Here's the code that I use to read the XLS:

private static void GetExcelSheets(string filePath)
        {
            string connectionString = string.Format("Provider=Microsoft.Jet.OLEDB.4.0;Data Source={0};Extended Properties='Excel 8.0;HDR={1}'", filePath, "no");

            OleDbConnection excelConnection = new OleDbConnection(connectionString);
            OleDbCommand cmdExcel = new OleDbCommand();
            OleDbDataAdapter oda = new OleDbDataAdapter();
            cmdExcel.Connection = excelConnection;

            if (excelConnection.State == ConnectionState.Open)
            {
                excelConnection.Close();
            }
            excelConnection.Open();

            OleDbCommand oleDbCommand = new OleDbCommand();
            oleDbCommand.CommandType = System.Data.CommandType.Text;
            oleDbCommand.Connection = excelConnection;
            OleDbDataAdapter oleDbDataAdapter = new OleDbDataAdapter(oleDbCommand);

            DataTable dtExcelSheetName = excelConnection.GetOleDbSchemaTable(OleDbSchemaGuid.Tables, null);
            string getExcelSheetName = dtExcelSheetName.Rows[5]["Table_Name"].ToString();
            oleDbCommand.CommandText = "SELECT * FROM [" + getExcelSheetName + "]";
            oleDbDataAdapter.SelectCommand = oleDbCommand;
            DataTable dtExcelRecords = new DataTable();
            oleDbDataAdapter.Fill(dtExcelRecords);

            excelConnection.Dispose();

        }

When I read a spreadsheet that looks like this:

and then use a debugger Visualizer to show the dataset, I see this.

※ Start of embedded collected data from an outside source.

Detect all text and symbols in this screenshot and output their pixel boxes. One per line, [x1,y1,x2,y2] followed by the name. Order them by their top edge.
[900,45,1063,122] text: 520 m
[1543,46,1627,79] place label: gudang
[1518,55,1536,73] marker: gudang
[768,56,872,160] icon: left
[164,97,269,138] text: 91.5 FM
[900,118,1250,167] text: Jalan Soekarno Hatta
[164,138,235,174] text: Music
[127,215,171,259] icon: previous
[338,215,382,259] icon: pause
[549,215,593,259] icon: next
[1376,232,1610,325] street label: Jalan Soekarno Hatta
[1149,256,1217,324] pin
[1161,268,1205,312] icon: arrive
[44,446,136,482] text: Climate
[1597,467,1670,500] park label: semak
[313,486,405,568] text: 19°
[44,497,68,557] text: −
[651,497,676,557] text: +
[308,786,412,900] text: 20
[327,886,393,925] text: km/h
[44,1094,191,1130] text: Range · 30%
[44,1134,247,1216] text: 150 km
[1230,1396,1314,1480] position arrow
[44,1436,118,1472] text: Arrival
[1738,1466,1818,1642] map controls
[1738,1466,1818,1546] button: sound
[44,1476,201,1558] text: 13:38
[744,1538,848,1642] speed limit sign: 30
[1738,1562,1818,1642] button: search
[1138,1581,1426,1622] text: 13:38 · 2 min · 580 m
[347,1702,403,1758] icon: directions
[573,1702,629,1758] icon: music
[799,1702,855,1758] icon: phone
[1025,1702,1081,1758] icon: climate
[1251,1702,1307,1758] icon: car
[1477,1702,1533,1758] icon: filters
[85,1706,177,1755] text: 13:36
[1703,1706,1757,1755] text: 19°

Note that the data in the source spreadsheet that I circled is missing from the displayed DataTable:

Regarding the point about the Excel Connection using Microsoft OLE DB Provider for Jet 4.0. In SSIS, there are two separate connection objects. The first is an Excel Connect Object. It's Property page looks like this:

The second is an OLE Connection object using a JET Driver and pointing to Excel.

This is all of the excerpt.